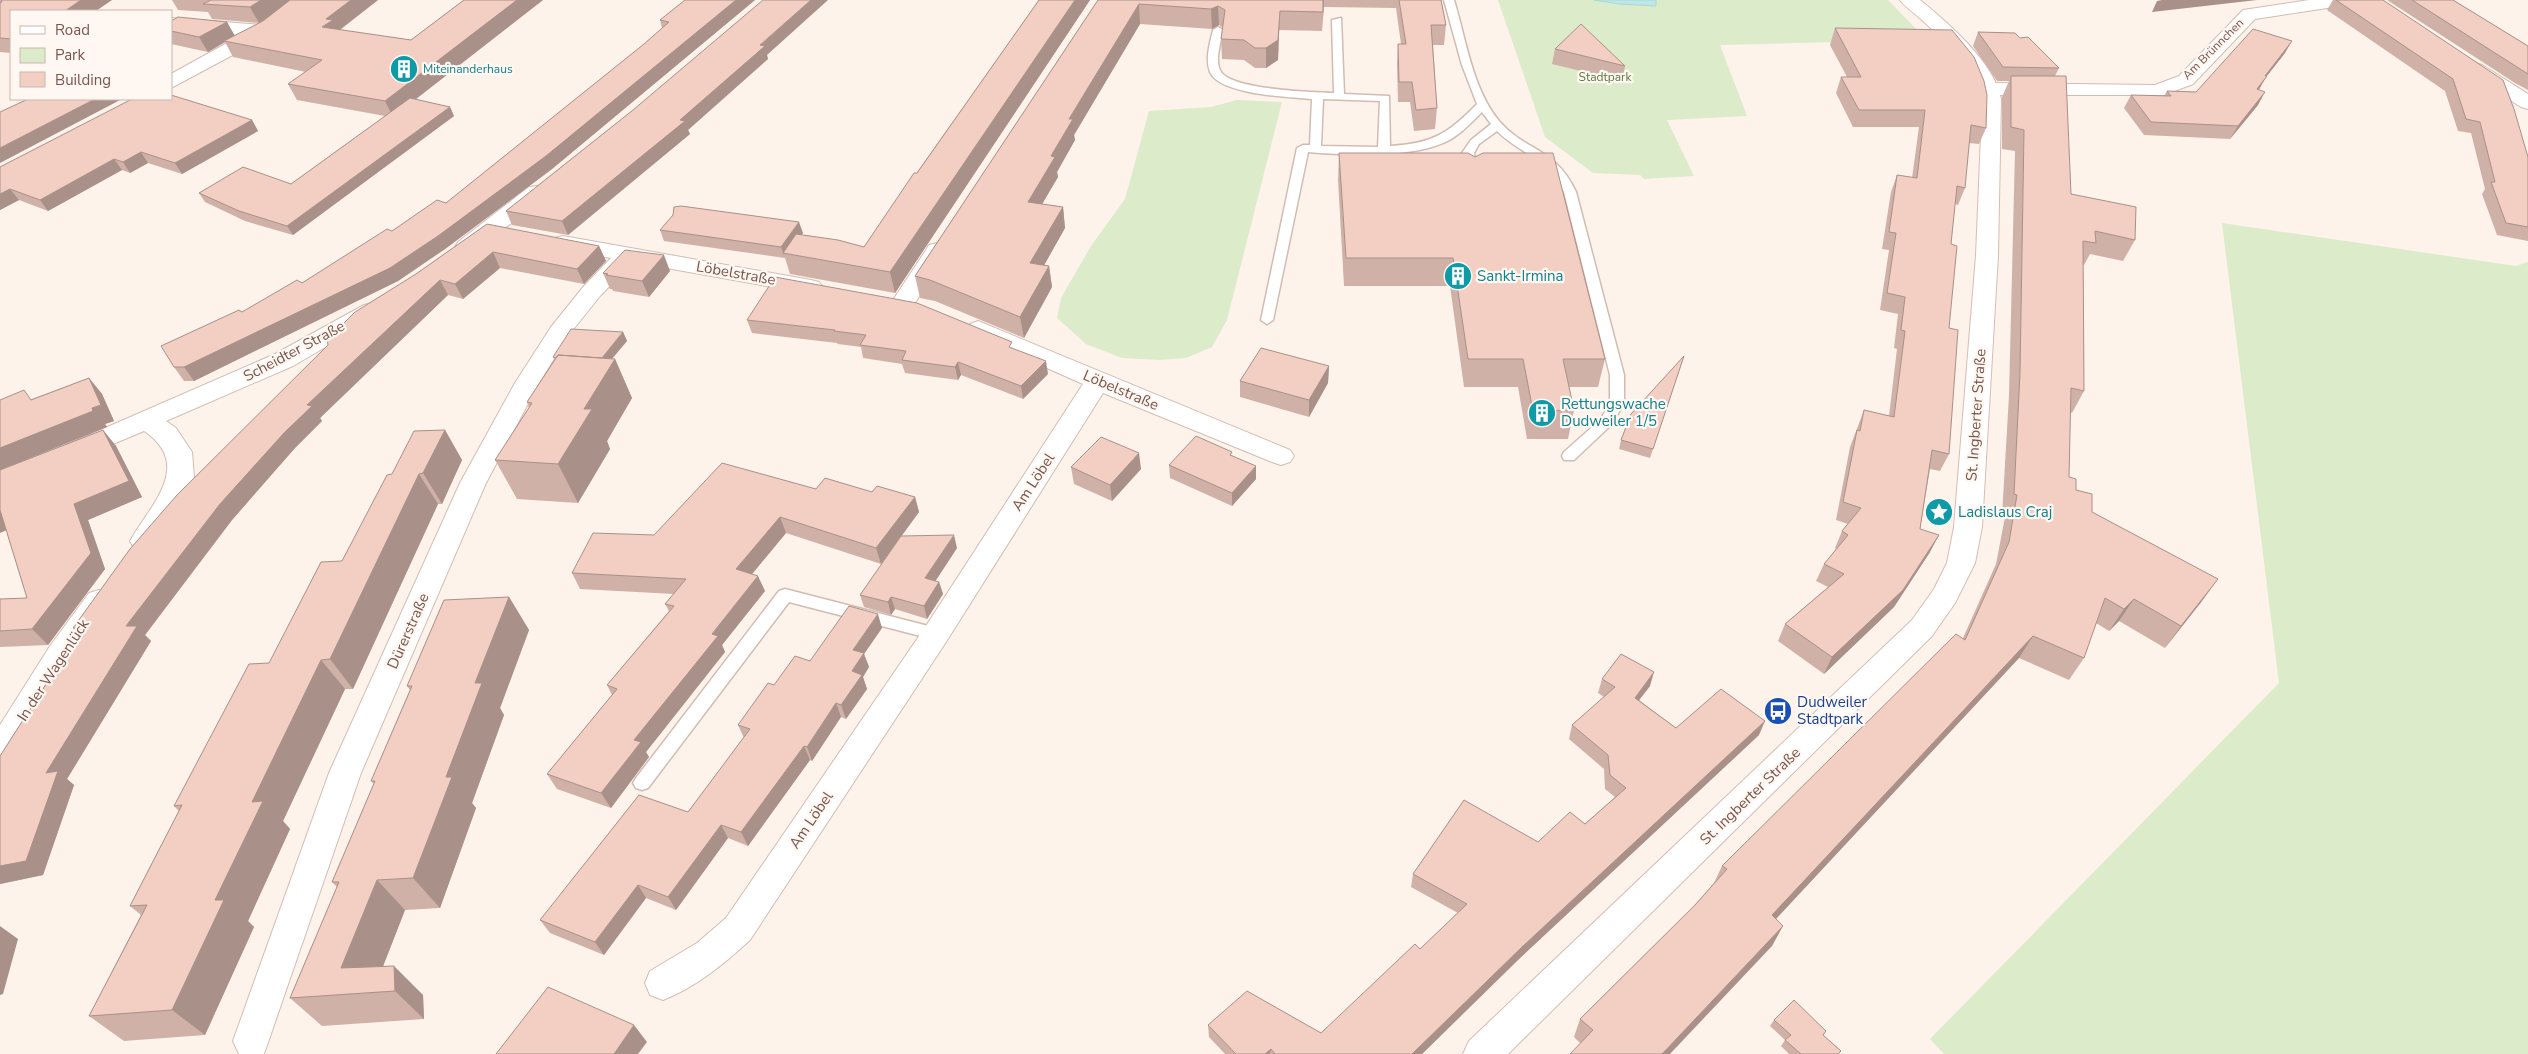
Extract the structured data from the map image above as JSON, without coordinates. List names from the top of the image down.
{
  "streets": {
    "street": [
      "Am Brünnchen",
      "Löbelstraße",
      "Scheidter Straße",
      "St. Ingberter Straße",
      "Am Löbel",
      "Dürerstraße",
      "In der Wagenlück"
    ]
  },
  "crossings": [
    ["Am Brünnchen", "St. Ingberter Straße"],
    ["Löbelstraße", "Am Löbel"],
    ["Löbelstraße", "Dürerstraße"],
    ["Scheidter Straße", "In der Wagenlück"]
  ],
  "parks": ["Stadtpark"],
  "places": {
    "building": ["Miteinanderhaus", "Sankt-Irmina", "Rettungswache Dudweiler 1/5"],
    "place": ["Ladislaus Craj"],
    "bus stop": ["Dudweiler Stadtpark"]
  },
  "legend": ["Road", "Park", "Building"]
}
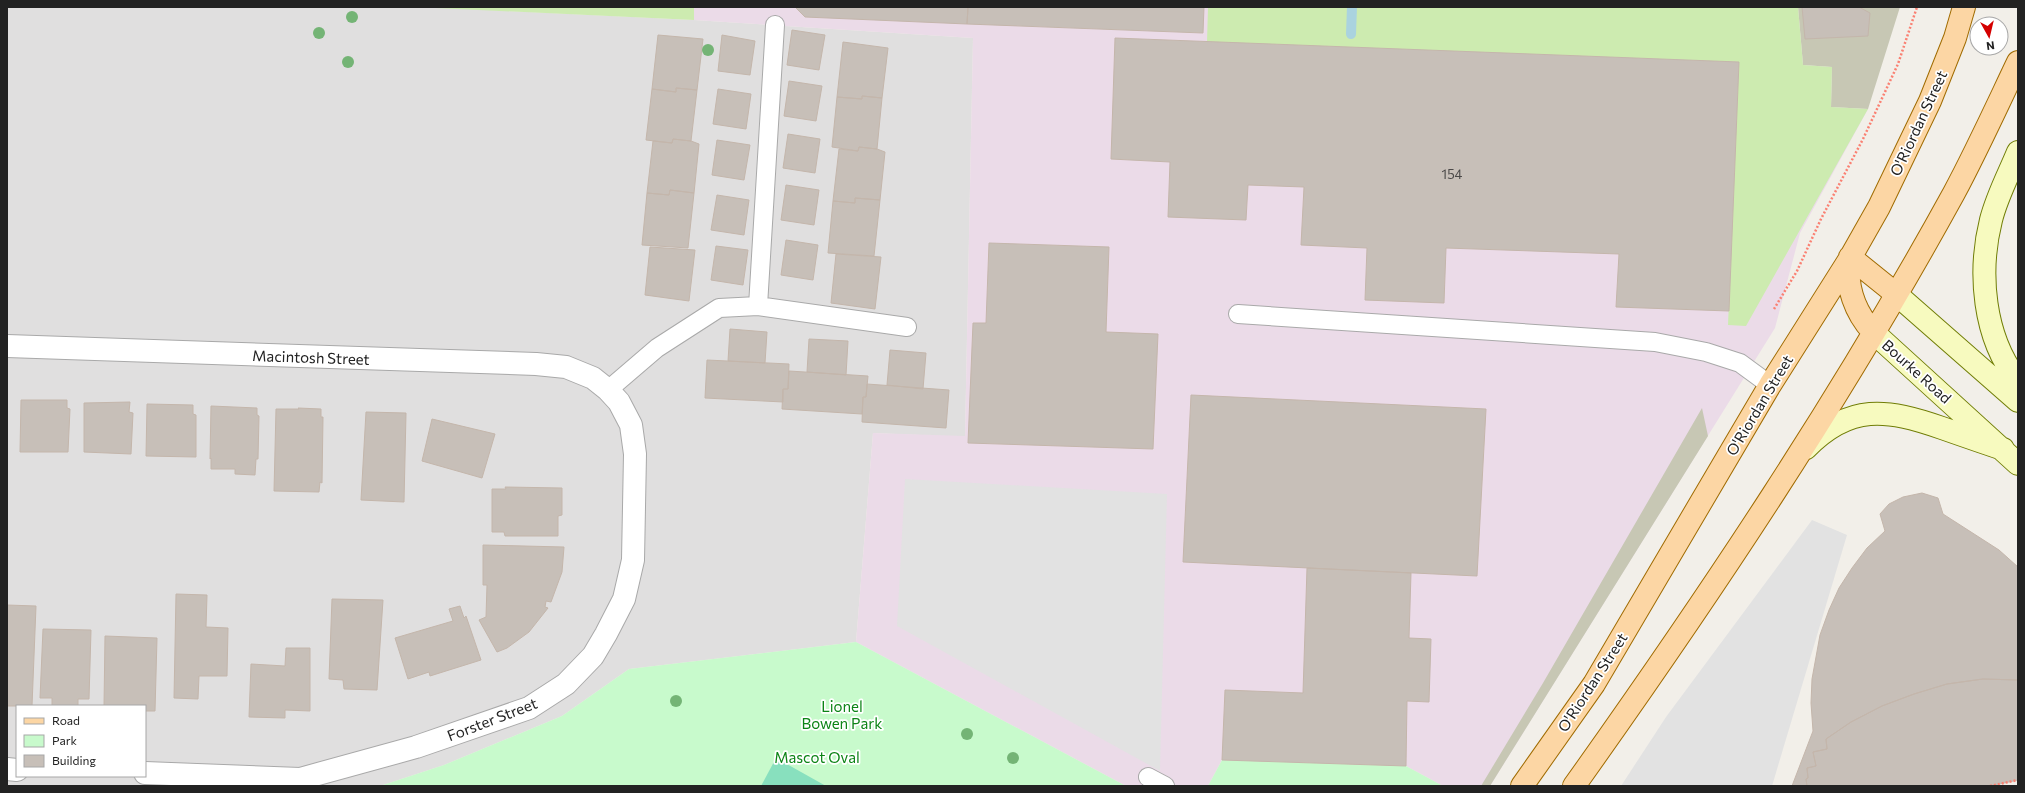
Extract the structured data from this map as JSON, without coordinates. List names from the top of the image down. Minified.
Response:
{"streets":{"main road":["O'Riordan Street","Bourke Road"],"street":["Macintosh Street","Forster Street"]},"crossings":[["O'Riordan Street","Bourke Road"],["Macintosh Street","Forster Street"]],"parks":["Lionel Bowen Park","Mascot Oval"],"house_numbers":["154"],"legend":["Road","Park","Building"],"north":"bottom"}
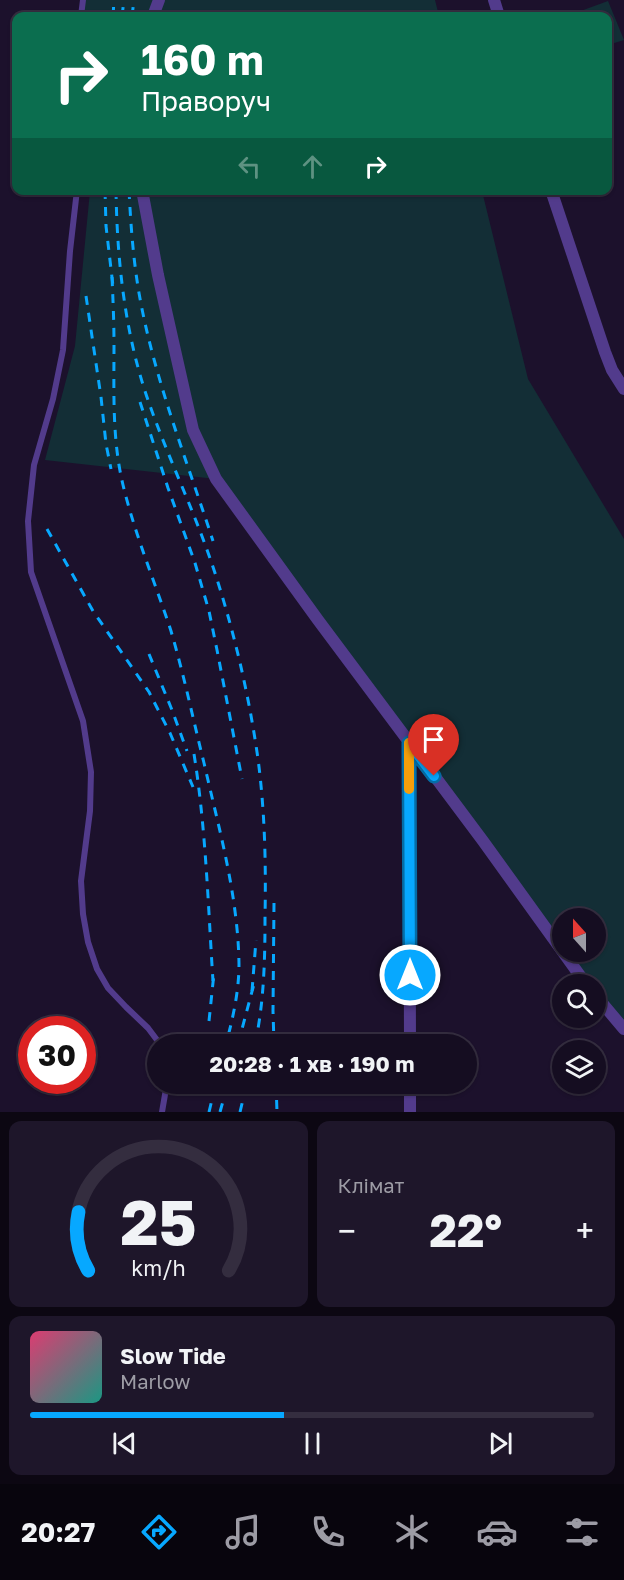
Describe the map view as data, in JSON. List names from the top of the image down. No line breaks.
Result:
{"north":"top","page":{"turn":["160 m","Праворуч"],"limit":"30","trip":"20:28 · 1 хв · 190 m","tile":"Клімат","heat":["−","22°","+"],"song":["Slow Tide","Marlow"],"tabs":"20:27","gauge":["25","km/h"]}}
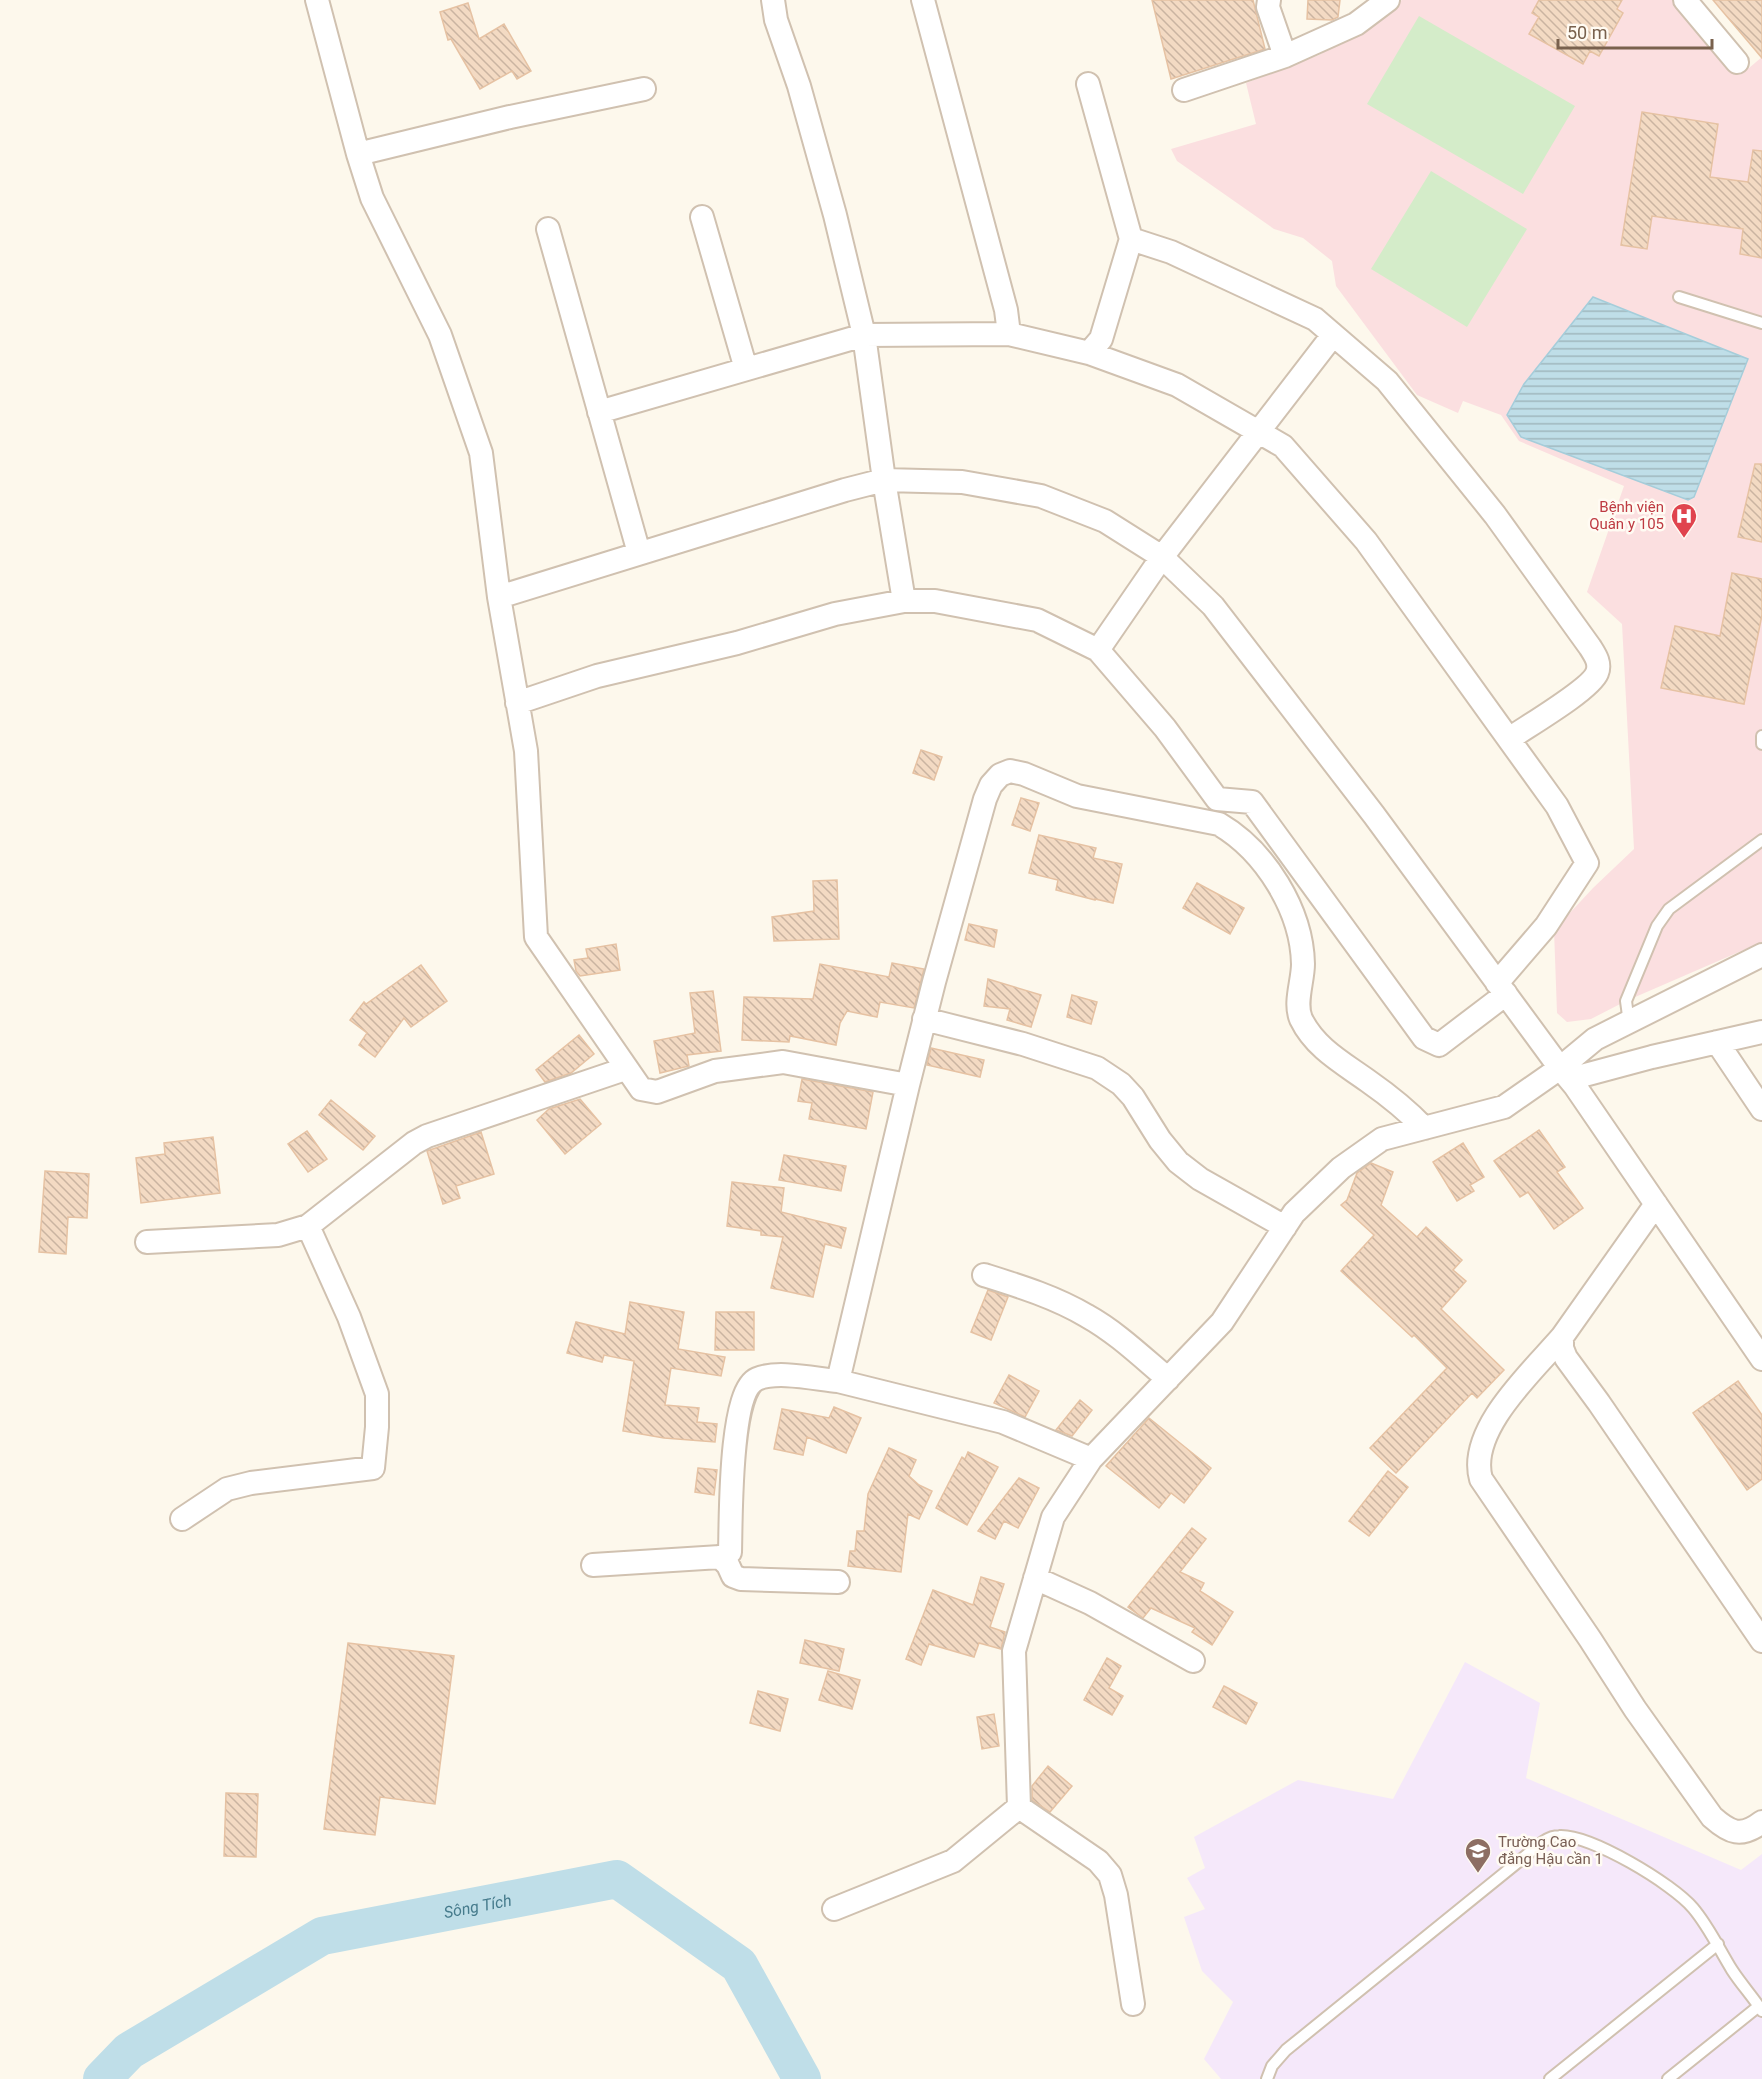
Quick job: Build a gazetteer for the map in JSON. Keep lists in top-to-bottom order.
{
  "water": ["Sông Tích"],
  "places": {
    "hospital": ["Bệnh viện Quân y 105"],
    "school or university": ["Trường Cao đẳng Hậu cần 1"]
  },
  "scale_bar": "50 m"
}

--

- **TASK REQUIREMENTS**:
Only the lines from the start of the records to the line with "Extract the structured data from this" belong in the copy. Print them exactly, minus pictures.

- **EXERCISE RESULT**:
Extract the structured data from the map image above as JSON, without coordinates. List names from the top of the image down.
{
  "streets": {
    "street": [
      "Am Brünnchen",
      "Löbelstraße",
      "Scheidter Straße",
      "St. Ingberter Straße",
      "Am Löbel",
      "Dürerstraße",
      "In der Wagenlück"
    ]
  },
  "crossings": [
    ["Am Brünnchen", "St. Ingberter Straße"],
    ["Löbelstraße", "Am Löbel"],
    ["Löbelstraße", "Dürerstraße"],
    ["Scheidter Straße", "In der Wagenlück"]
  ],
  "parks": ["Stadtpark"],
  "places": {
    "building": ["Miteinanderhaus", "Sankt-Irmina", "Rettungswache Dudweiler 1/5"],
    "place": ["Ladislaus Craj"],
    "bus stop": ["Dudweiler Stadtpark"]
  },
  "legend": ["Road", "Park", "Building"]
}
Extract the structured data from this map as JSON, without coordinates. List names from the top of the image down. Minified.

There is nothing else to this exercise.